Lyall’s reality remained still. He heard Luther and Aurae breathing, both surprisingly quiet, but his focus remained transfixed on the spot in the air where they’d been. The trees refused to be silent. Their blaring awe and rapture over such a stunning success against the tower’s trick pummeled his senses to a breaking point where he hardly noticed wisps of the strange...power? Magic? Whatever it was, the mysterious force of red, purple, and pink all continued dancing around his hand like bees upon the most desirable flower. Aurae said something. Luther said something. Distant and muted, their voices became even more so as a pulse of numbness blasted from his feet to his head. The mist of mixing colors swelled in the corners of his vision.
Then everything went black. Lyall, however, did not know everything went black until consciousness returned. Heavy lashes reluctantly lifted to find the dark blue canopy of the four-poster bed in the master bedroom his welcoming sight to awareness. One more heartbeat of numbness trapped Lyall flat where he was without armor under the soft covers supported by a mattress of enchanting plumpness, but his next breath swept sensation and remembrance in with a gentle tingle almost pleasant. Steadying sight caught movement on his right. Luther, cloak and adornments off and on the floor, sat in a chair pulled by the side of the bed, reading one of the several books from his bag with text so tightly packed Lyall thought one featured nothing but black rectangles.
Luther snapped the tome shut finding Lyall’s head tilting to search him out. “How relieving it is to see you awake. How are you feeling?”
“Fine—somehow.” Lyall sat. He stared at his hand. “What...happened?”
“Well, Aurae thoroughly inspected you to ensure you weren’t possessed. I performed my own check, and what I sensed from you is odd. Our lessons have gone over the two domains of magic, divine and arcane, as well as the arcane subset of inherited magic. The power lingering on you after you collapsed reads as a mix of all three.”
“That makes no sense.”
“It absolutely doesn’t. I will admit my attention wasn’t intent on you as Aurae and I hung in the air over our potential doom, but I’m confident you procured no spell components and likely commanded no words of channeling, correct?”
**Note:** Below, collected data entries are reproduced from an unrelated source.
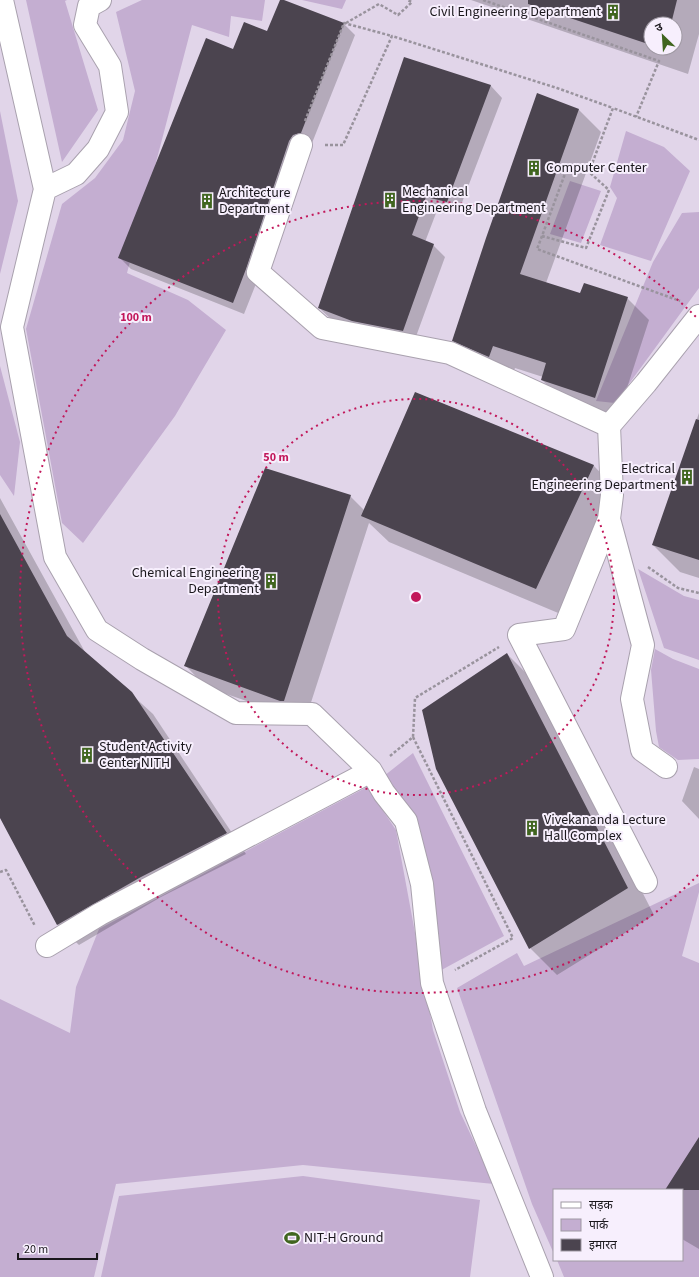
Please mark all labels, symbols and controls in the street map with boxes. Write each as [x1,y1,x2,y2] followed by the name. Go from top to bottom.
[430,2,601,22] place label: Civil Engineering Department
[604,3,622,21] building icon: Civil Engineering Department
[643,16,683,56] north arrow
[653,19,666,36] text: उ
[546,158,647,178] place label: Computer Center
[525,159,543,177] building icon: Computer Center
[402,182,546,218] place label: Mechanical Engineering Department
[219,183,291,219] place label: Architecture Department
[381,191,399,209] building icon: Mechanical Engineering Department
[198,192,216,210] building icon: Architecture Department
[120,309,152,326] text: 100 m
[263,449,289,466] text: 50 m
[531,459,675,495] place label: Electrical Engineering Department
[678,468,696,486] building icon: Electrical Engineering Department
[132,563,259,599] place label: Chemical Engineering Department
[262,572,280,590] building icon: Chemical Engineering Department
[409,590,423,604] centre of rings
[99,737,192,773] place label: Student Activity Center NITH
[78,746,96,764] building icon: Student Activity Center NITH
[544,810,666,846] place label: Vivekananda Lecture Hall Complex
[523,819,541,837] building icon: Vivekananda Lecture Hall Complex
[553,1189,683,1261] legend
[589,1197,614,1214] text: सड़क
[589,1217,609,1234] text: पार्क
[304,1228,384,1248] place label: NIT-H Ground
[283,1229,301,1247] sports icon: NIT-H Ground
[18,1235,97,1261] scale bar
[589,1237,618,1254] text: इमारत
[24,1241,48,1258] text: 20 m

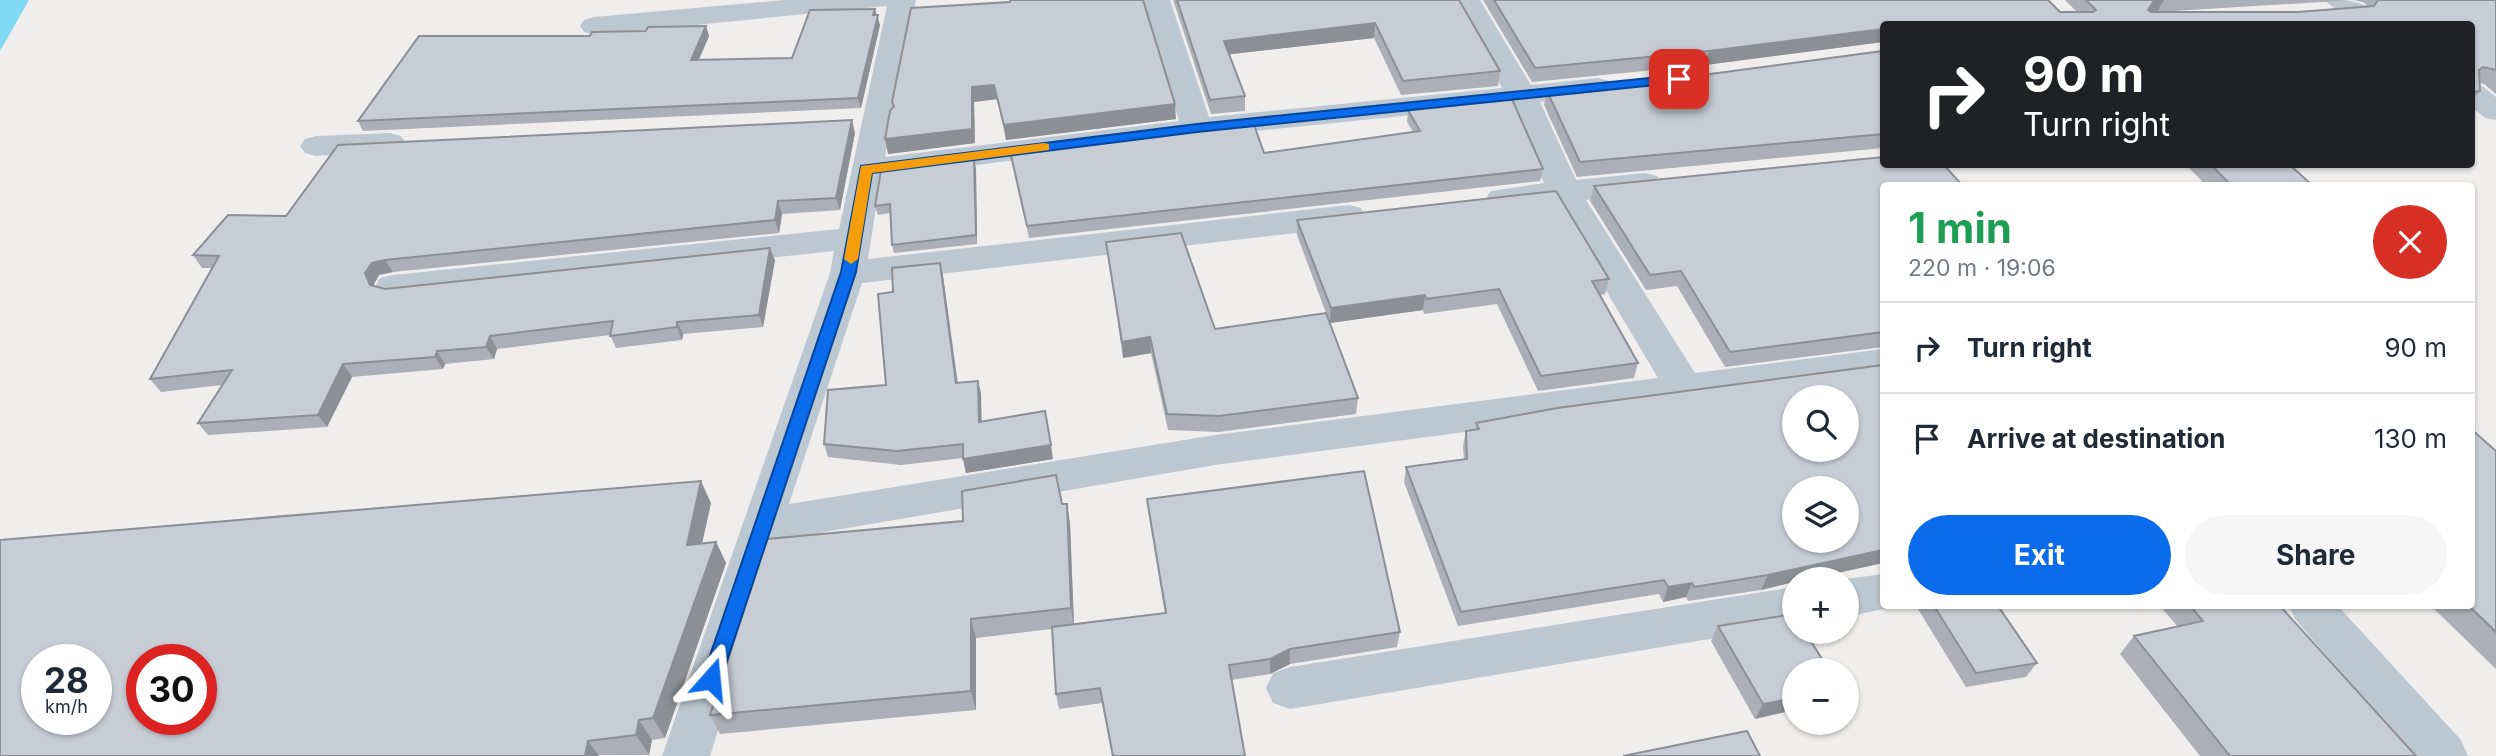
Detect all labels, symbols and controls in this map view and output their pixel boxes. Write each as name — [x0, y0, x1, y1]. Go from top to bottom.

Lyall squeezed his hand now. “I didn’t even intend to do anything. I merely wished I could do something, and...and it happened.”
“Disregarding the utterly abnormal blend of domain types, is there any chance this could be something gained from your father?”
“Father only bore the simple nature magics innate to his people. Thorne took me to the capital when I was twelve to register me with the Elven Embassy, and they did tests to confirm I had no usable powers.”
“Aren’t direct descendants of elven heritage to be registered at birth?” Luther pointed out.
“My previously illiterate mother who’d never seen the inside of a schoolhouse wasn’t exactly well-versed on the political fine print of Elven—Grounded relations,” Lyall explained simply.
“Understandable.” Luther wrung his hands. “While my curiosity compels me to study this unknown phenomenon before me, I urge you to not attempt conjuring that magic. Not right now. Lyall...” Luther’s voice lowering with a cold snap tightened Lyall’s core, “I know not a single story where a manifestation such as this leads to a positive outcome. Until we understand it better, it should not be mentioned or revealed. Aurae promised to keep it secret, and, of course, I will not divulge it.”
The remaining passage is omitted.